Purification and characterization of propylamine transferase from Sulfolobus solfataricus, an extreme thermophilic archaebacterium

The enzyme propylamine transferase, catalyzing the transfer of the propylamine moiety from S-adenosyl(5′)-3-methylthiopropylamine to several amine acceptors, has been purified 643-fold in 20% yield from Sulfolobus solfataricus, an extreme thermophilic archaebacterium optimally growing at 87°C. The purified enzyme (specific activity 2.05 units/mg protein), is homogeneous by criteria of gel electrophoresis, gel filtration, isoelectric focusing and ultracentrifugation analysis. The molecular mass of the native enzyme was estimated to be about 110 kDa by gel permeation and ultracentrifugation analysis.
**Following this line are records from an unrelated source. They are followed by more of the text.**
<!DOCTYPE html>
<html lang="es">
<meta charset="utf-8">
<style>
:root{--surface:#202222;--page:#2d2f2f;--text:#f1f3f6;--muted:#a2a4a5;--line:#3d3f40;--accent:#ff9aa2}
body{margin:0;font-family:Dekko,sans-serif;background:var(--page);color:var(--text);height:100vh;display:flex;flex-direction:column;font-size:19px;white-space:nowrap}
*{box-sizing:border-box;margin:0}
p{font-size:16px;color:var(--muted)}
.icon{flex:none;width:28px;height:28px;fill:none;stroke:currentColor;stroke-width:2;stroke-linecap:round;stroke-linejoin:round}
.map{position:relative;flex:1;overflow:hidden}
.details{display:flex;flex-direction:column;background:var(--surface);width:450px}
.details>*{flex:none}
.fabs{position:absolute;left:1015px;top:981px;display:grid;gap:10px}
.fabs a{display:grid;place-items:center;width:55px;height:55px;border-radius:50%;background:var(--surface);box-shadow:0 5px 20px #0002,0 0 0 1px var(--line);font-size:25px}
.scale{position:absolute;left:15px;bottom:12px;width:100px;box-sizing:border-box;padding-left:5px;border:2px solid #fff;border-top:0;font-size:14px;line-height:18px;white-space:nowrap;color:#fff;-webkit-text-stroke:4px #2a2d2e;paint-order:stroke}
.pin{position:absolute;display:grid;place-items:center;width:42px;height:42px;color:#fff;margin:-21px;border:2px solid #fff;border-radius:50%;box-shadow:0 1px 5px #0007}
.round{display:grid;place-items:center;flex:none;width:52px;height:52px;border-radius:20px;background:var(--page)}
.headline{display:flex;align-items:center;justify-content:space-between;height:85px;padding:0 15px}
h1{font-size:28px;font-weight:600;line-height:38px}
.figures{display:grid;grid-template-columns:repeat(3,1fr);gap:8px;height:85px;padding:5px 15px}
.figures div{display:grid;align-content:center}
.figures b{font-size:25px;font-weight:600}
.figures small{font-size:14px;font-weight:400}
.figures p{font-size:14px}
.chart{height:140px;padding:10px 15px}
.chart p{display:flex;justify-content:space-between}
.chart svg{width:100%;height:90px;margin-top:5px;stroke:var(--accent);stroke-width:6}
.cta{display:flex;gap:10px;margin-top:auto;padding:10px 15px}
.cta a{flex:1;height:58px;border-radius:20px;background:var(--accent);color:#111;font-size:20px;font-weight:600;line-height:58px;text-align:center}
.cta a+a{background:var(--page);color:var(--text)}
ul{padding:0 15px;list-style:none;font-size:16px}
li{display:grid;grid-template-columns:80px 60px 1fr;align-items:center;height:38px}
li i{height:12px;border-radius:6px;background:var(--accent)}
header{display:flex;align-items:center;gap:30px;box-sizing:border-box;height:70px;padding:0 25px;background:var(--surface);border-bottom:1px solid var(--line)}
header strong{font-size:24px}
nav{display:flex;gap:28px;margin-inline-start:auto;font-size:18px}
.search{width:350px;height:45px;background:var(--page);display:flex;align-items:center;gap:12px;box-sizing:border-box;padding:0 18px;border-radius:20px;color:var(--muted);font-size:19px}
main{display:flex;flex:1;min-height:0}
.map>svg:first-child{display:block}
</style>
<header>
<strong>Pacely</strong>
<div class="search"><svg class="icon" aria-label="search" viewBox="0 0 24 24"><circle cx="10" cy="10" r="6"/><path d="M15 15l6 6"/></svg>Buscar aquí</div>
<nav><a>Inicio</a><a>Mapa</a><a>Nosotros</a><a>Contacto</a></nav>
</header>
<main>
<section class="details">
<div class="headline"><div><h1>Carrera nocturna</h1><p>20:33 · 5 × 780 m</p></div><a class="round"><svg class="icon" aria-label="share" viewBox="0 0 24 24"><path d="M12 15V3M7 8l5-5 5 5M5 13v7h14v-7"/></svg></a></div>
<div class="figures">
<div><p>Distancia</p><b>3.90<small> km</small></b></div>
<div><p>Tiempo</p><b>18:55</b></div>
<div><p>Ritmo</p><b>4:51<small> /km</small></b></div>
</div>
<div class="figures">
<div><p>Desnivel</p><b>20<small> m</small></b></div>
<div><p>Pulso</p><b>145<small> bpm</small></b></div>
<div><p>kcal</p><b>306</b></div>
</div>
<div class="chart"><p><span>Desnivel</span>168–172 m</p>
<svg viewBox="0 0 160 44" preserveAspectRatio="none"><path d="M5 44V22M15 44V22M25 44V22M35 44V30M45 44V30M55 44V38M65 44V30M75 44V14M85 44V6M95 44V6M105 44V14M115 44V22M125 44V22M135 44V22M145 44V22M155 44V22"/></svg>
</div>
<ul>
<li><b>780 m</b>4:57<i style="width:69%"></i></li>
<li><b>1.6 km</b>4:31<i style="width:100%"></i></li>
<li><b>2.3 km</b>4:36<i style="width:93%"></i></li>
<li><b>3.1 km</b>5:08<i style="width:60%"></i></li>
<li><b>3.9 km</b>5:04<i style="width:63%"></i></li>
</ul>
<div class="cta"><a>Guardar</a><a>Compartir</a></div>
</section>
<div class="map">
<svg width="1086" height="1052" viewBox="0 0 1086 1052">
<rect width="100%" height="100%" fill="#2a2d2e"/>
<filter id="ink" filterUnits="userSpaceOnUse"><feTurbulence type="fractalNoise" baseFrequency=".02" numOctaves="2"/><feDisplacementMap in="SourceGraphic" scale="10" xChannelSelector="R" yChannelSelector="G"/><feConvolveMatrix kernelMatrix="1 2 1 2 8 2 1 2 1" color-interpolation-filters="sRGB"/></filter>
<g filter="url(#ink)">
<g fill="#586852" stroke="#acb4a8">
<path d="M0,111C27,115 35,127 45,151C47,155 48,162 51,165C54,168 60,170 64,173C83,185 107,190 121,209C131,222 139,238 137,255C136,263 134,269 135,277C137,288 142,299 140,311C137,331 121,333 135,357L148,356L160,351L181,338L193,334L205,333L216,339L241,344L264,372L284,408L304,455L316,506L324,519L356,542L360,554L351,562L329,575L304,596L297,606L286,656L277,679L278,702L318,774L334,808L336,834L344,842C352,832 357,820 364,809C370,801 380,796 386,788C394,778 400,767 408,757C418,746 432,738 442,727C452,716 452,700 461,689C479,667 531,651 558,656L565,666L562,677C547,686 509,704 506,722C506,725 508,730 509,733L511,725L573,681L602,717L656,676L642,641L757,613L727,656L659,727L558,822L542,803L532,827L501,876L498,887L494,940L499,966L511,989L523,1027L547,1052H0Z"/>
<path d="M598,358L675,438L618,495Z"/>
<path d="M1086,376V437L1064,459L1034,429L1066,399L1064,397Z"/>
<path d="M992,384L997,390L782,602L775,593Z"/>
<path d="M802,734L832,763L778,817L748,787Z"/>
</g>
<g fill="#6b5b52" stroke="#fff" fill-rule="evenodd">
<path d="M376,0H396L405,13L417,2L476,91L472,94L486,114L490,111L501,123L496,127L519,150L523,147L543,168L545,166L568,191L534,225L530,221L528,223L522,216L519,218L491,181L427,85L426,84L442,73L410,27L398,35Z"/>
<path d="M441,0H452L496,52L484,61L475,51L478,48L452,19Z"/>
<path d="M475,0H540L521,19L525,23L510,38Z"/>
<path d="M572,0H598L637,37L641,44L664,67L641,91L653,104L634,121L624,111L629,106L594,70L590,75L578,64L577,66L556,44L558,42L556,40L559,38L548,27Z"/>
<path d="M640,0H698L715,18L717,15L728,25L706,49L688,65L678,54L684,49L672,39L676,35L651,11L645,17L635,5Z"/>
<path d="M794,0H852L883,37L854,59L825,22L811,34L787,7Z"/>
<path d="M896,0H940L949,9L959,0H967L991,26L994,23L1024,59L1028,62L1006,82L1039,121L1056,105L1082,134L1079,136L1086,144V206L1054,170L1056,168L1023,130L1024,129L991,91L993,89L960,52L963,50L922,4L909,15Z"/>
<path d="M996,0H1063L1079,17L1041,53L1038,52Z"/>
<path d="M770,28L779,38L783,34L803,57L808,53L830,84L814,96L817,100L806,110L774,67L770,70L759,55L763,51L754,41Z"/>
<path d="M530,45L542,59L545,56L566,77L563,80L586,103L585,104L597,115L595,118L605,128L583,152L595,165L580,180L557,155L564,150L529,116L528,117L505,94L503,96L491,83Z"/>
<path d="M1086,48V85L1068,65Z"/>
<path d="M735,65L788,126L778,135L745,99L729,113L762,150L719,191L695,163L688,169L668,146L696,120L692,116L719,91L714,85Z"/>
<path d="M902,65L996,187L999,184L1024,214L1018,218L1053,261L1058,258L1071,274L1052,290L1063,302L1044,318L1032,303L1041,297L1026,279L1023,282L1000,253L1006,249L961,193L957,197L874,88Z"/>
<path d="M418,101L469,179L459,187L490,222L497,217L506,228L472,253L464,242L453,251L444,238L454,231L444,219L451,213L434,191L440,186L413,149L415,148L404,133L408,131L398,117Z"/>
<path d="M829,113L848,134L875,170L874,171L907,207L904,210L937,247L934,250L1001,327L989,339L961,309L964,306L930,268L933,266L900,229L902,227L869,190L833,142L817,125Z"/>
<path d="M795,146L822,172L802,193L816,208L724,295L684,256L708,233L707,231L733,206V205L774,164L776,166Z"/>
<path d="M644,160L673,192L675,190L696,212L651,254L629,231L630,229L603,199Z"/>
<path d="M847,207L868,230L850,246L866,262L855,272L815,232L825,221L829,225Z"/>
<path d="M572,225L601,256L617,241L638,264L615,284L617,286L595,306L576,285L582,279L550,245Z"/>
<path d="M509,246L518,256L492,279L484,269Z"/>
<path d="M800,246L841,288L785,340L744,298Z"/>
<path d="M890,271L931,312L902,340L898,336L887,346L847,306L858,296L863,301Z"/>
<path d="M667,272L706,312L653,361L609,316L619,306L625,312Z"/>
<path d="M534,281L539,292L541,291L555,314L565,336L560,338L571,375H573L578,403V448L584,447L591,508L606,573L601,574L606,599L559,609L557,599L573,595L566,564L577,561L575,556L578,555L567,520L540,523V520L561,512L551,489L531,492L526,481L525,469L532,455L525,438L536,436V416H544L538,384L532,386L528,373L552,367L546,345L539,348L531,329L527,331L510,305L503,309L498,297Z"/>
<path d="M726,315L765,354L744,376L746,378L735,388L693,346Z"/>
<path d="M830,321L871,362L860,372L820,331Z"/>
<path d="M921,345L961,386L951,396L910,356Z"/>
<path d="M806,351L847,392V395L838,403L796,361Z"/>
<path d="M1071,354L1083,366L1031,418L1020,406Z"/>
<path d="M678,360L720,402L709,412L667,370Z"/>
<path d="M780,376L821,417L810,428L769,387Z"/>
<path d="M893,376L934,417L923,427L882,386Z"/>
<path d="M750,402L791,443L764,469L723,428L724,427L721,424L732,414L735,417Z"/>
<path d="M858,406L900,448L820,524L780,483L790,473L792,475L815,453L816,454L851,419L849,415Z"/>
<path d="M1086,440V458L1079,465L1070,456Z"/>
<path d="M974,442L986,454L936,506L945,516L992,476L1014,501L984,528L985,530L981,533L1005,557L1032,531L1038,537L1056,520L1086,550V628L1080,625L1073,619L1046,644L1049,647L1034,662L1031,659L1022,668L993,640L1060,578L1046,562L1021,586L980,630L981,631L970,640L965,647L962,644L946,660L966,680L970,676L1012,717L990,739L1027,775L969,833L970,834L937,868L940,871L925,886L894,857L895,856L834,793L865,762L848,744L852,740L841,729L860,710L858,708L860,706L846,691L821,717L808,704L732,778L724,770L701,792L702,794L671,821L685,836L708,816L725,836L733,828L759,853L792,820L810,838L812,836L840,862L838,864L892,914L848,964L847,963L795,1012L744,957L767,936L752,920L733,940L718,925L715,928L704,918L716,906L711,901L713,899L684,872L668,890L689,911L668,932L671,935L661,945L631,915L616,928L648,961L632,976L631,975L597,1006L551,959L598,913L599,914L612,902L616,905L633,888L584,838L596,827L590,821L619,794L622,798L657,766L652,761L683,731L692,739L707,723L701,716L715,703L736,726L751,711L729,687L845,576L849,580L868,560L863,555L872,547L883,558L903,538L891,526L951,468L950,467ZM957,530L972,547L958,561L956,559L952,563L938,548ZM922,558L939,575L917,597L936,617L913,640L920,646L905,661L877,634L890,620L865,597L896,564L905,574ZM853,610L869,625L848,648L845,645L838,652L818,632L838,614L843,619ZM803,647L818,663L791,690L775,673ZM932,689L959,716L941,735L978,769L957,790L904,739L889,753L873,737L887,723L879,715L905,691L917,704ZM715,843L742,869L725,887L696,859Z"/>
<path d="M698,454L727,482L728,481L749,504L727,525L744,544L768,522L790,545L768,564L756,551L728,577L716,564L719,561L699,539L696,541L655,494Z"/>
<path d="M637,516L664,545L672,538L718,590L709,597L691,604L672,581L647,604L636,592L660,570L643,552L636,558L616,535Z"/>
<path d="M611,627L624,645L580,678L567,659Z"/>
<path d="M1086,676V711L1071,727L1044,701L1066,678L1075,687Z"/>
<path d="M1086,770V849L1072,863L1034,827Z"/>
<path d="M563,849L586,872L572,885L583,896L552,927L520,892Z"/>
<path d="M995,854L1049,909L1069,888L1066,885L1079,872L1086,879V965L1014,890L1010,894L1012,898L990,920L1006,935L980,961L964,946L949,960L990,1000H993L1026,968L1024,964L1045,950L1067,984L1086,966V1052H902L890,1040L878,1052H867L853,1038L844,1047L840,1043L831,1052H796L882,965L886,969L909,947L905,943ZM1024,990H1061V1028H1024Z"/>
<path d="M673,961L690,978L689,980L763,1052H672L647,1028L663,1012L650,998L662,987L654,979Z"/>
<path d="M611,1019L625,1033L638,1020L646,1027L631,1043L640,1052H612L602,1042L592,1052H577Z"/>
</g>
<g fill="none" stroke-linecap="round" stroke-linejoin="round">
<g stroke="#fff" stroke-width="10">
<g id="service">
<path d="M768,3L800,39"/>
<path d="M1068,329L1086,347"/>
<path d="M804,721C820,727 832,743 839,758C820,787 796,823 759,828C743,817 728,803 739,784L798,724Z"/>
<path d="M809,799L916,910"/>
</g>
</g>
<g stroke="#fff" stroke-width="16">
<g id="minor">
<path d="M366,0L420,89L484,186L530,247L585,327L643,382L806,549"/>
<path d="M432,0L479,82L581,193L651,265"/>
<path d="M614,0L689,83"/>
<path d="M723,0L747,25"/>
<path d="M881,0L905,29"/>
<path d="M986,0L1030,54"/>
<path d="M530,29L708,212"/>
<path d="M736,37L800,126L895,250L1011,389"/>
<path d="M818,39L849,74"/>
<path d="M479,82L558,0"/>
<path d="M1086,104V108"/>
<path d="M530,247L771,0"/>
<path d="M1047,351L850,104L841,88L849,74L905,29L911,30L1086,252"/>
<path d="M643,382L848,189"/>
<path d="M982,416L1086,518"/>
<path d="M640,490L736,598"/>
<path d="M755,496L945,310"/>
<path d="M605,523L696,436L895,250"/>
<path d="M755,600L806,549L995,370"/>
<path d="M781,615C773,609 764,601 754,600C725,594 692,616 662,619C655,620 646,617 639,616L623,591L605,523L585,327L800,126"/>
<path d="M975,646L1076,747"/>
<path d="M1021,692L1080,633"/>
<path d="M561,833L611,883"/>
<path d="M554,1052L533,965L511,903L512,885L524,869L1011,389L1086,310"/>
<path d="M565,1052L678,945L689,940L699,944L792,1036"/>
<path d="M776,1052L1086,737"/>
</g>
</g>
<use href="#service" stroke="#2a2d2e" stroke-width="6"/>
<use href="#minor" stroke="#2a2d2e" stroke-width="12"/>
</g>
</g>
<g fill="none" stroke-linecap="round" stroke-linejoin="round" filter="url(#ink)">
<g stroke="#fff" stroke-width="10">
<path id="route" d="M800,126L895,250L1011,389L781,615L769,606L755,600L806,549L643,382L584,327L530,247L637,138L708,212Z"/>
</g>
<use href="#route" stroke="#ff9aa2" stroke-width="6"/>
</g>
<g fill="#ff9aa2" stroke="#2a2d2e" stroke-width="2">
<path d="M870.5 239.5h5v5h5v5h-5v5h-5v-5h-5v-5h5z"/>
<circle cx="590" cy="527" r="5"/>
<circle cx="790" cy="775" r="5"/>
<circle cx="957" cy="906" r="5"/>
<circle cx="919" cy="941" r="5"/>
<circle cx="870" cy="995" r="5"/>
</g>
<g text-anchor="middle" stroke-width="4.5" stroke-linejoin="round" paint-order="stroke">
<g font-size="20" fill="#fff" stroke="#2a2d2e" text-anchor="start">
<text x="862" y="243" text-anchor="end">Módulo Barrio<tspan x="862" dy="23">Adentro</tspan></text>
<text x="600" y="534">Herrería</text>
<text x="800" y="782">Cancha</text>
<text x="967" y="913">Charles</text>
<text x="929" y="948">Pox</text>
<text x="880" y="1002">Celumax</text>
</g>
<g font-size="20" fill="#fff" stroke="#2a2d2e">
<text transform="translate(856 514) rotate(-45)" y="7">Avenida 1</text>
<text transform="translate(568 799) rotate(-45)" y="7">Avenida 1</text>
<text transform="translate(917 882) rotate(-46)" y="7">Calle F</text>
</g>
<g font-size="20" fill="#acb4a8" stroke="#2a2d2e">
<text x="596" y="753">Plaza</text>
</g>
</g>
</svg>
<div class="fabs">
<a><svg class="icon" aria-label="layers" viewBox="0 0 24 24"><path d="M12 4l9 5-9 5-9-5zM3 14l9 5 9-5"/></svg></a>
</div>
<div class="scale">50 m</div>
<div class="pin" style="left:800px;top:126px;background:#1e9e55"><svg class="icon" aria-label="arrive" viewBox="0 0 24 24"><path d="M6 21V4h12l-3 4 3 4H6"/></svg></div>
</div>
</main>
The protein migrates on SDS/polyacrylamide gel electrophoresis as a single band of 35 kDa, suggesting that the enzyme is a trimer composed by identical subunits. An optimum pH of 7.5 and an acidic isoelectric point of 5.3 have been calculated. The optimum temperature was 90°C and no loss of activity is observable even after exposure of the purified enzyme to 100°C for 1 h. No reducing agents are required for enzymatic activity. Substrate specificity towards the amine acceptors is rather broad in that 1,3-diaminopropane (Km= 1675 μM), putrescine (Km= 3850 μM), sym-norspermidine (Km= 954 μM) and spermidine (Km= 1539 μM) are recognized as substrates. Conversely S-adenosyl(5′)-3-methylthiopropylamine is the only propylamine donor (Km= 7.9 μM) and the deamination of the sulfonium compound prevents the recognition by the enzyme. The reaction is irreversible and initial-rate kinetic studies indicate that the propylamine transfer is operated through a sequential mechanism. 5′-Methylthioadenosine, a product of the reaction, acts as a powerful competitive inhibitor with a Ki of 3.7 μM. Enzyme-substrate binding sites have been investigated with the aid of several substrate analogs and products. Among the compounds assayed, 5′-methylthiotubercidin, S-adenosyl(5′)-3-thiopropylamine and S-adenosyl-3-thio-1,8-diaminooctane are the most active inhibitors.